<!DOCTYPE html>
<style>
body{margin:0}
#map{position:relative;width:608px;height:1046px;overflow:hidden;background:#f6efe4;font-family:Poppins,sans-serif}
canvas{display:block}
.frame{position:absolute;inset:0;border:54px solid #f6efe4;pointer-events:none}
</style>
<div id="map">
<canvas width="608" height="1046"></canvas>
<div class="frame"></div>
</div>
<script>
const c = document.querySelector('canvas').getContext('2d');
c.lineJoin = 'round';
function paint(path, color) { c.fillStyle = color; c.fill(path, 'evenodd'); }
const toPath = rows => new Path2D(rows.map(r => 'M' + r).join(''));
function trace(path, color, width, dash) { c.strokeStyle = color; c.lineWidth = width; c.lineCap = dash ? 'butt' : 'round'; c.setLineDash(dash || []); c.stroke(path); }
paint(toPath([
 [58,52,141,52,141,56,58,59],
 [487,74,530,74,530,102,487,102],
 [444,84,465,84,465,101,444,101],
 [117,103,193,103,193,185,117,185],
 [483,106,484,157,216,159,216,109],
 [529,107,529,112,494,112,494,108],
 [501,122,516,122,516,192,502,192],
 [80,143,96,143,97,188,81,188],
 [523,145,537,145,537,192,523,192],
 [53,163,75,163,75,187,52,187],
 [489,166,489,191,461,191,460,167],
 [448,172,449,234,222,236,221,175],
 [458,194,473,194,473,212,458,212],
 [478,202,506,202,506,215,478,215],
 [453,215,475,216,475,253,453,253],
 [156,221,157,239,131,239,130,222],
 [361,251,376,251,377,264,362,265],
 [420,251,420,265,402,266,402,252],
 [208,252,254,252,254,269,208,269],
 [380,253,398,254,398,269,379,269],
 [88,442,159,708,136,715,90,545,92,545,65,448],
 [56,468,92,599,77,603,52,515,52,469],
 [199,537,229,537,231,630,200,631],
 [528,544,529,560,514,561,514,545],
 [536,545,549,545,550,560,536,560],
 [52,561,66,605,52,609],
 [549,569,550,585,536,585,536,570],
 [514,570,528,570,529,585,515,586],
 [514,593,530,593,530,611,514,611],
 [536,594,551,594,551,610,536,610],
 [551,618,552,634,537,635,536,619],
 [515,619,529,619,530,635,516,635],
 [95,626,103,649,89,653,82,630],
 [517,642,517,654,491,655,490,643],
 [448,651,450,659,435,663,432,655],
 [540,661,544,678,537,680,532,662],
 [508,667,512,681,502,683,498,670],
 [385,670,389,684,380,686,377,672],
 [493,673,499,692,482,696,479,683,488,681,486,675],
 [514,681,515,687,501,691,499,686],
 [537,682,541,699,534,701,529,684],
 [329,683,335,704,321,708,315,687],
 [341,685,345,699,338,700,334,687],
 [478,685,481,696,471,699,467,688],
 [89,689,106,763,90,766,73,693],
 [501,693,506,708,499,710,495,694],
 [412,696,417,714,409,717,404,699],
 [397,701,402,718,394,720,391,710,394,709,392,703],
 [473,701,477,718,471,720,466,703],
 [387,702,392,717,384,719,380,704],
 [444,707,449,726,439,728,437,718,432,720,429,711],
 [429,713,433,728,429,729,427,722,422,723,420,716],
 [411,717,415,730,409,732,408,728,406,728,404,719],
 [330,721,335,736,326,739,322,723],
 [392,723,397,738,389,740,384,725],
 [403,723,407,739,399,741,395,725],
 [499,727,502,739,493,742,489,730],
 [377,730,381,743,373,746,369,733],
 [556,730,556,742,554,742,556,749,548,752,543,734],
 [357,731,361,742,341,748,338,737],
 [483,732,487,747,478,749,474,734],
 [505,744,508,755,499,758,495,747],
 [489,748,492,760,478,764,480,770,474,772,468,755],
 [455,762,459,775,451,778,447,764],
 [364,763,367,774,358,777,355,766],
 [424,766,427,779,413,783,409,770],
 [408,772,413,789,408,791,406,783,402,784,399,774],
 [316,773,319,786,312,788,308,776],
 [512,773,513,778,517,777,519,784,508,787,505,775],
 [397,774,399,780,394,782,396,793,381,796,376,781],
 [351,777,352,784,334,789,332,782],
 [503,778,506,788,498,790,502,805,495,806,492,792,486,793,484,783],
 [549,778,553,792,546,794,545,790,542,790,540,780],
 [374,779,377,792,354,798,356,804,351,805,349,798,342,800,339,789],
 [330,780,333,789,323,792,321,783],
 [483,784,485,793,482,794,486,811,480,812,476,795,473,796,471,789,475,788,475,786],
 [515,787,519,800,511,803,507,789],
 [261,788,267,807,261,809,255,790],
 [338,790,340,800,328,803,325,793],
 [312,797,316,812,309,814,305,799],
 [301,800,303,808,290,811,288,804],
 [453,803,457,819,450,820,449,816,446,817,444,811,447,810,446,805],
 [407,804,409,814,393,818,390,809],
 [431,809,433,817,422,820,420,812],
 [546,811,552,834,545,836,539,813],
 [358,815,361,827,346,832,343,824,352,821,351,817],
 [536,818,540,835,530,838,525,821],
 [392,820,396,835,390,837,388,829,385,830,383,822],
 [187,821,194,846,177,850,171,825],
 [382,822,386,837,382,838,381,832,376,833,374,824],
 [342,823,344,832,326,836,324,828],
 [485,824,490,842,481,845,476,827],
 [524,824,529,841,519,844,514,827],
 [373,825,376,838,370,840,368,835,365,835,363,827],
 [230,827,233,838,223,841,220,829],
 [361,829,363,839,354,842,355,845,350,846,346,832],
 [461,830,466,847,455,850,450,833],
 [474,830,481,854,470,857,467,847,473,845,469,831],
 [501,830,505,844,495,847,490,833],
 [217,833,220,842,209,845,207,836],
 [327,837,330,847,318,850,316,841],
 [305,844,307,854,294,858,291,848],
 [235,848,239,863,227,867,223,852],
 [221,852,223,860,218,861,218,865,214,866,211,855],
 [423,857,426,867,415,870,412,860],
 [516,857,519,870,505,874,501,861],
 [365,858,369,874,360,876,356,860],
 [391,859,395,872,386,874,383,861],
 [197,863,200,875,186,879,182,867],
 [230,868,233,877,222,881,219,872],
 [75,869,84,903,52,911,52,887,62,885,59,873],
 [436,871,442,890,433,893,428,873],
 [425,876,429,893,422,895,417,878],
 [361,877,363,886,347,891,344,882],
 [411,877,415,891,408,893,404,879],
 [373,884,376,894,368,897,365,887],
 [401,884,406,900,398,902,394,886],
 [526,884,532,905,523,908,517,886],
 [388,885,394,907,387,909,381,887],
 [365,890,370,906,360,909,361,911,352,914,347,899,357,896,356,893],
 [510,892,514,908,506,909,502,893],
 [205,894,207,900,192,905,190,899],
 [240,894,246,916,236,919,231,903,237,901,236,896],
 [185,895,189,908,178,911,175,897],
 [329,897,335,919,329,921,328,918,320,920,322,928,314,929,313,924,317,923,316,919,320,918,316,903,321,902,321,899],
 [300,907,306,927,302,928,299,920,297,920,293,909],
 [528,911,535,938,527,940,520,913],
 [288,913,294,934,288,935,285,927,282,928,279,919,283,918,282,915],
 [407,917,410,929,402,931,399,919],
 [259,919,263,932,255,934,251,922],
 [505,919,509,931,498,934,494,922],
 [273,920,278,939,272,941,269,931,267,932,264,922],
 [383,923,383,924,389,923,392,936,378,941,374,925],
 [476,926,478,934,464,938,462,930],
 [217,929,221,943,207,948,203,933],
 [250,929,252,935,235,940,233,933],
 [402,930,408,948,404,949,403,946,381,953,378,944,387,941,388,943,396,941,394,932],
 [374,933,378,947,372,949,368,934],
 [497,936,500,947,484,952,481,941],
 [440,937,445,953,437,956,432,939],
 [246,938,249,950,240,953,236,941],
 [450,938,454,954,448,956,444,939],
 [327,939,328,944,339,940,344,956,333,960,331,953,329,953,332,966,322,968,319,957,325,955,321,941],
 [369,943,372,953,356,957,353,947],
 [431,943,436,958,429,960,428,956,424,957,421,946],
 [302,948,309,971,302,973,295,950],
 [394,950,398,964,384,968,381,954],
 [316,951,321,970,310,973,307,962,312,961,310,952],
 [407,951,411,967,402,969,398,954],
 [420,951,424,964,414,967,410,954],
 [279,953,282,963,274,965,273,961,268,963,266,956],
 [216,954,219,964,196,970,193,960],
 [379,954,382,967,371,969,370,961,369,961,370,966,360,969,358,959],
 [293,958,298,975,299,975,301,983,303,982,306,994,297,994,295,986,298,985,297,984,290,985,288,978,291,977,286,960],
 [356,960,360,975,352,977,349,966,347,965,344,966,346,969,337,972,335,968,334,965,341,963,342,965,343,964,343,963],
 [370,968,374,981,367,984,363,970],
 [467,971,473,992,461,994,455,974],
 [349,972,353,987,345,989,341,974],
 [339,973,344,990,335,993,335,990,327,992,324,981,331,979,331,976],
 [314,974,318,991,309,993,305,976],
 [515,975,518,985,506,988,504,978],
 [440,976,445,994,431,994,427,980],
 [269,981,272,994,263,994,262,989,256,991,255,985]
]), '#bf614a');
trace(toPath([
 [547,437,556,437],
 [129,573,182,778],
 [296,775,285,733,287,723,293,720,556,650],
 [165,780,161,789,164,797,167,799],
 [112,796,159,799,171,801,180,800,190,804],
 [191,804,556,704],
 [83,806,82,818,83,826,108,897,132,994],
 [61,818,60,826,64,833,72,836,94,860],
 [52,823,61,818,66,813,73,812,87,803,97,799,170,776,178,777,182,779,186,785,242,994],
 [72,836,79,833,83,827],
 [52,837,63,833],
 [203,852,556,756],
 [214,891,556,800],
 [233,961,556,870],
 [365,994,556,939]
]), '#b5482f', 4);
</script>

* Assignment
Starting with the first line of the entries, transcribe every line up to and including the one with "const toPath = rows".

* Completed exercise
<!DOCTYPE html>
<style>
body{margin:0}
#map{position:relative;width:608px;height:1046px;overflow:hidden;background:#f6efe4;font-family:Poppins,sans-serif}
canvas{display:block}
.frame{position:absolute;inset:0;border:54px solid #f6efe4;pointer-events:none}
</style>
<div id="map">
<canvas width="608" height="1046"></canvas>
<div class="frame"></div>
</div>
<script>
const c = document.querySelector('canvas').getContext('2d');
c.lineJoin = 'round';
function paint(path, color) { c.fillStyle = color; c.fill(path, 'evenodd'); }
const toPath = rows => new Path2D(rows.map(r => 'M' + r).join(''));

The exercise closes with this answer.